WORK ORDER: Repeat each entry below exactly.

[[ EXERCISE MATERIALS open ]]

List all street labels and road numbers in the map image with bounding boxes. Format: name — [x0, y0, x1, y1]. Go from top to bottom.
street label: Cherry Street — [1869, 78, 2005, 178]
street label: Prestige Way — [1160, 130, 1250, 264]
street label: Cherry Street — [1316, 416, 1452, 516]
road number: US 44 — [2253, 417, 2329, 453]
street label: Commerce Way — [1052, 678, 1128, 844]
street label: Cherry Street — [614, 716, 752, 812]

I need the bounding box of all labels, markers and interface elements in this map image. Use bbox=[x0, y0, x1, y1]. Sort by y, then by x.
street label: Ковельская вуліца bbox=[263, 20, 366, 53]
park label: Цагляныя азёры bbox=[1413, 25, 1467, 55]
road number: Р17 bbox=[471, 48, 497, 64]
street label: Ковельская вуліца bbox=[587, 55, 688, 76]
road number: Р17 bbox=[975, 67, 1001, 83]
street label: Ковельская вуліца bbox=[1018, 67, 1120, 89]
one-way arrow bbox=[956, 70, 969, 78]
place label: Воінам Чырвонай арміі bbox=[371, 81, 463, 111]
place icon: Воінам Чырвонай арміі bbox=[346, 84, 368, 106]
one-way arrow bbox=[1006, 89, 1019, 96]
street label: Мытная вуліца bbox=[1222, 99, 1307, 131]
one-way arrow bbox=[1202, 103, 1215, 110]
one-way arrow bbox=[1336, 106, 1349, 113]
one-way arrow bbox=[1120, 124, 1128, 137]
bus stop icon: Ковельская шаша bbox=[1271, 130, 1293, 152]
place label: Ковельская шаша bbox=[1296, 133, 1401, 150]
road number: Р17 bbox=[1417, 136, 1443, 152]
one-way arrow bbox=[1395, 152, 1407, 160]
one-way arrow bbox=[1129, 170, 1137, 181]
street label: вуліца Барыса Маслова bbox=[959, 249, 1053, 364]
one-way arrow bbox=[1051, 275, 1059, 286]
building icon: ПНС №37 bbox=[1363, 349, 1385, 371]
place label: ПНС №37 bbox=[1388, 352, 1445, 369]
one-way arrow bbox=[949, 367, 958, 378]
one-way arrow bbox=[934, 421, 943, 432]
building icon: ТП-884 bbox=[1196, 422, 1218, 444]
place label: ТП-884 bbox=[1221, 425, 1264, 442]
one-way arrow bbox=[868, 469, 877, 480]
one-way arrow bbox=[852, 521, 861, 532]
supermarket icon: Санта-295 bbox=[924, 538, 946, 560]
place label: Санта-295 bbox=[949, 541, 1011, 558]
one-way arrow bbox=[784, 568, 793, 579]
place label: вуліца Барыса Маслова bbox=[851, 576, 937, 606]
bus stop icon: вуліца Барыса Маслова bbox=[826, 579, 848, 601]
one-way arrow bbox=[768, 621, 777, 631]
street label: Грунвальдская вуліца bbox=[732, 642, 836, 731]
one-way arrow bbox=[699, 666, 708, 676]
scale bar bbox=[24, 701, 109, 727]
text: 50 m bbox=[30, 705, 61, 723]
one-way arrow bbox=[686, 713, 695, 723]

[[ EXERCISE MATERIALS closed ]]

OUTPUT OF THE TASK:
List all street labels and road numbers in the map image with bounding boxes. Format: name — [x0, y0, x1, y1]. Go from top to bottom.
street label: Cherry Street — [1869, 78, 2005, 178]
street label: Prestige Way — [1160, 130, 1250, 264]
street label: Cherry Street — [1316, 416, 1452, 516]
road number: US 44 — [2253, 417, 2329, 453]
street label: Commerce Way — [1052, 678, 1128, 844]
street label: Cherry Street — [614, 716, 752, 812]

I need the bounding box of all labels, markers and interface elements in this map image. Use bbox=[x0, y0, x1, y1]. Sort by y, then by x.
street label: Ковельская вуліца bbox=[263, 20, 366, 53]
park label: Цагляныя азёры bbox=[1413, 25, 1467, 55]
road number: Р17 bbox=[471, 48, 497, 64]
street label: Ковельская вуліца bbox=[587, 55, 688, 76]
road number: Р17 bbox=[975, 67, 1001, 83]
street label: Ковельская вуліца bbox=[1018, 67, 1120, 89]
one-way arrow bbox=[956, 70, 969, 78]
place label: Воінам Чырвонай арміі bbox=[371, 81, 463, 111]
place icon: Воінам Чырвонай арміі bbox=[346, 84, 368, 106]
one-way arrow bbox=[1006, 89, 1019, 96]
street label: Мытная вуліца bbox=[1222, 99, 1307, 131]
one-way arrow bbox=[1202, 103, 1215, 110]
one-way arrow bbox=[1336, 106, 1349, 113]
one-way arrow bbox=[1120, 124, 1128, 137]
bus stop icon: Ковельская шаша bbox=[1271, 130, 1293, 152]
place label: Ковельская шаша bbox=[1296, 133, 1401, 150]
road number: Р17 bbox=[1417, 136, 1443, 152]
one-way arrow bbox=[1395, 152, 1407, 160]
one-way arrow bbox=[1129, 170, 1137, 181]
street label: вуліца Барыса Маслова bbox=[959, 249, 1053, 364]
one-way arrow bbox=[1051, 275, 1059, 286]
building icon: ПНС №37 bbox=[1363, 349, 1385, 371]
place label: ПНС №37 bbox=[1388, 352, 1445, 369]
one-way arrow bbox=[949, 367, 958, 378]
one-way arrow bbox=[934, 421, 943, 432]
building icon: ТП-884 bbox=[1196, 422, 1218, 444]
place label: ТП-884 bbox=[1221, 425, 1264, 442]
one-way arrow bbox=[868, 469, 877, 480]
one-way arrow bbox=[852, 521, 861, 532]
supermarket icon: Санта-295 bbox=[924, 538, 946, 560]
place label: Санта-295 bbox=[949, 541, 1011, 558]
one-way arrow bbox=[784, 568, 793, 579]
place label: вуліца Барыса Маслова bbox=[851, 576, 937, 606]
bus stop icon: вуліца Барыса Маслова bbox=[826, 579, 848, 601]
one-way arrow bbox=[768, 621, 777, 631]
street label: Грунвальдская вуліца bbox=[732, 642, 836, 731]
one-way arrow bbox=[699, 666, 708, 676]
scale bar bbox=[24, 701, 109, 727]
text: 50 m bbox=[30, 705, 61, 723]
one-way arrow bbox=[686, 713, 695, 723]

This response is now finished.